アリスが通信役、早苗が救護担当、霊夢と魔理沙は検問・誘導係として配置される。比那名居天子は重機運用班、正邪は市街地巡回と不審者役だ。
「……ええと、こちらに怪我人の方はいますか?」
早苗は避難所の受付で、演技とは思えぬ真剣な表情で“要救助者”役の少女に声をかけた。
「検問はこちら! 通行許可証を拝見します!」
霊夢は緊張気味に、詰所前で演技の市民に対応する。そこに、**正邪扮する“不審者”**が現れた。
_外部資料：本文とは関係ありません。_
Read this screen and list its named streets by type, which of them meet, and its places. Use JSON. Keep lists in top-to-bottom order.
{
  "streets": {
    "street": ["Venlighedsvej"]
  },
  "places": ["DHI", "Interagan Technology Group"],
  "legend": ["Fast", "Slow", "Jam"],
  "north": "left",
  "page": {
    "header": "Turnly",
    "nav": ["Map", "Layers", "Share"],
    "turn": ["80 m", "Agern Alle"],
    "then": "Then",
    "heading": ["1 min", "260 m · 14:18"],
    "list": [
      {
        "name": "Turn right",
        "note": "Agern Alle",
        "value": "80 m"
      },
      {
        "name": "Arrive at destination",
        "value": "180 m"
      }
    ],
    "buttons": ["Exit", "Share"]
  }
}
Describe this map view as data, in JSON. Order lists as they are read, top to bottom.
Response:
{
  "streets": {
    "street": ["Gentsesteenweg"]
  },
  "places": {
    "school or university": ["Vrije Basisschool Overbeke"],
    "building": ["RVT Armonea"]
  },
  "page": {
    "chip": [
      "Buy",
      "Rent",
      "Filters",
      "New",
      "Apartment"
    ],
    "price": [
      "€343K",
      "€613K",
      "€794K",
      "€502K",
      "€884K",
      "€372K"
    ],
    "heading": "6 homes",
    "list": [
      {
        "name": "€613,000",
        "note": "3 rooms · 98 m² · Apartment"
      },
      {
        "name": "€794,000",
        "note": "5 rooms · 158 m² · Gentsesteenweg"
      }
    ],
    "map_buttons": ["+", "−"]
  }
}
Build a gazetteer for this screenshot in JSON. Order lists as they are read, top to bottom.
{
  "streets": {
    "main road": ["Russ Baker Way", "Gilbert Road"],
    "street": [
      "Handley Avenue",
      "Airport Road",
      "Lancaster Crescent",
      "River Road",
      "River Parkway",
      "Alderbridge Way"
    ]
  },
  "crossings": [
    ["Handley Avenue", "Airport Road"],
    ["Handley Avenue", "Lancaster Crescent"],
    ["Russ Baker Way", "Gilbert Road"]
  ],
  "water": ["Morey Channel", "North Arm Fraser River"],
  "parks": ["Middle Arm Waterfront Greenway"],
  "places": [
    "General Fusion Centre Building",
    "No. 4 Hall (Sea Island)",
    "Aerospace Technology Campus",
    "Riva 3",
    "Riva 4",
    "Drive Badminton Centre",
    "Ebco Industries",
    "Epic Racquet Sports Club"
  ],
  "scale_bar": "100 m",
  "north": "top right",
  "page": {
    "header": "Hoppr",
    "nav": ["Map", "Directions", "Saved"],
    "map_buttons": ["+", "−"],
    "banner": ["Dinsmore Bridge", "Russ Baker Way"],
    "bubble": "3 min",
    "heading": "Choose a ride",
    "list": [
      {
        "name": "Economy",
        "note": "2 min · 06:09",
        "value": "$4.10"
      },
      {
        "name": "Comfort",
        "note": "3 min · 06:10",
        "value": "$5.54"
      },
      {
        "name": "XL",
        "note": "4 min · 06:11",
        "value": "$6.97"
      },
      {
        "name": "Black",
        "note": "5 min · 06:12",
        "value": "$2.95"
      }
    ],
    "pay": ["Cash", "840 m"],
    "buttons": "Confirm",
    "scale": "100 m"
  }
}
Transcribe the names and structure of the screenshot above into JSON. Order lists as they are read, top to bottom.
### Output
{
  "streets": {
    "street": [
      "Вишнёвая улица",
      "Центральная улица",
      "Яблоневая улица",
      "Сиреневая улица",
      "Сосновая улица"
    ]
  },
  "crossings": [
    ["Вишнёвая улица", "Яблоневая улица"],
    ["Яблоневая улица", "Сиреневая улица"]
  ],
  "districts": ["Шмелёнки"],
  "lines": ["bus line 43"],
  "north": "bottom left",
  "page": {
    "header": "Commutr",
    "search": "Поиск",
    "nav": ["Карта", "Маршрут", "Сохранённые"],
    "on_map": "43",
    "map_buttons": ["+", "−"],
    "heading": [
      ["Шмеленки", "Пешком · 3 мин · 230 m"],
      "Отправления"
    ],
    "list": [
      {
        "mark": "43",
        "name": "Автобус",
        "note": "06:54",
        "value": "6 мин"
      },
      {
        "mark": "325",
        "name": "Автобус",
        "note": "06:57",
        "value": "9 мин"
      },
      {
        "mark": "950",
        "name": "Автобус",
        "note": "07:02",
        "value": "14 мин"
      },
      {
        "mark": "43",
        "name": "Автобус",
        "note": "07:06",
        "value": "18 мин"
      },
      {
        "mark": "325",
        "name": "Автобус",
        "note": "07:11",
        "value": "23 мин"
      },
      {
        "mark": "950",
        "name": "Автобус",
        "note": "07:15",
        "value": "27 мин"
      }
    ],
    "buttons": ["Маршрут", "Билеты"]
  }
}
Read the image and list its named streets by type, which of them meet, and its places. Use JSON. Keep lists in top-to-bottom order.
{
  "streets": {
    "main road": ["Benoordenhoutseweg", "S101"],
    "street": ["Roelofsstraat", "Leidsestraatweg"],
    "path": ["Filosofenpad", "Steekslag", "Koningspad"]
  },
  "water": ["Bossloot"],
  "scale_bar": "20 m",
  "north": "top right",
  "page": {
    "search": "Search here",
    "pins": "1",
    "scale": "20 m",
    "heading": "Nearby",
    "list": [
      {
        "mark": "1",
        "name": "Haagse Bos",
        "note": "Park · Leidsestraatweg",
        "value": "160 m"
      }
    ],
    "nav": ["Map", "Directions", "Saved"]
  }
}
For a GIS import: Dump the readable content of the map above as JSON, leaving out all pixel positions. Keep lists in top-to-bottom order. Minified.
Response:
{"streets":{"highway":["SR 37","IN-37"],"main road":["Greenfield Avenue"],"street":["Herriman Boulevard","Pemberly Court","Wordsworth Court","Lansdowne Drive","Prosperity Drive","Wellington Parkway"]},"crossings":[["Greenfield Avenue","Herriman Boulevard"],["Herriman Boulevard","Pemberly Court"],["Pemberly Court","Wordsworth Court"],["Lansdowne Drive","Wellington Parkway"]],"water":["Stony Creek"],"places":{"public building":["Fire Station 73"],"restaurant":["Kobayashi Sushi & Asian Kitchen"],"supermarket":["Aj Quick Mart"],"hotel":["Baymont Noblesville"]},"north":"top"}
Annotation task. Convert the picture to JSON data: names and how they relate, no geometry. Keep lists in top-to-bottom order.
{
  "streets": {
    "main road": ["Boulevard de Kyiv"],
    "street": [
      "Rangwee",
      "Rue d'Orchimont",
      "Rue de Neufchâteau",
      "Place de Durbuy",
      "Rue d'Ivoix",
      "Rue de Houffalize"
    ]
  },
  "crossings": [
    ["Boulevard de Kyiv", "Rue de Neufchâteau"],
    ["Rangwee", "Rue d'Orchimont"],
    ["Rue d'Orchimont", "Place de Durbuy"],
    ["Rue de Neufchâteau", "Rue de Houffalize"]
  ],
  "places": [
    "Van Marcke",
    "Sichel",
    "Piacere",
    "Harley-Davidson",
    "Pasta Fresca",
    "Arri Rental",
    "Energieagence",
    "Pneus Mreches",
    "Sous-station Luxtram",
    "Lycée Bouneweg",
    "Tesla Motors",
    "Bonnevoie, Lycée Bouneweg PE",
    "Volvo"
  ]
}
「通行証? 持ってるわけないだろ! 人が死んでるかもしれないってのに、何やってんだよ!」
「あんた、検問は“命を守るため”にあるのよ。勝手に通すわけにはいかないわ」
霊夢の声は冷静だった。正邪は“ムッ”とした演技を見せつつも、内心、どこか感心していた。
(……へえ。お堅い顔して、意外と筋通すじゃん)
【終了後・総評】
訓練終了の号令が鳴り響き、全員が整列する。山森一佐が、全体に向けて語り始めた。
「……災害時に最も重要なのは、**秩序の維持と人命の保護。**その両立をいかに行うかが、現場の鍵だ」
「今日の訓練で、それを体感できた者もいるだろう。もしもが起きた時、我々が迷えば、その一瞬が命取りになる。だからこそ、“備える”。それが我々の責任だ」
霊夢は静かに呟いた。
「……確かに、妖怪退治とは違うけど。人間を守るって、こういうことなんだなって、少しだけ分かった気がする」
フランドールが横で頷いた。
「私……火事とか地震って、よく分からなかったけど。怖かった。でも、こうして“何かできる”って思えたのは、ちょっと嬉しいかも」
天子がふっと笑う。
「なるほどね。“力を振るう”ための訓練もいいけど……こういう、“力を抑えるための訓練”も、案外悪くないかも」
紫が空を見上げながら、小さく呟いた。
「幻想郷が“秩序”を持ち始める。それは、とても大きな変化……でも、きっと悪くないわね」
静かな風が吹き抜ける訓練場。
その風は、幻想郷の未来を告げる始まりの風だった。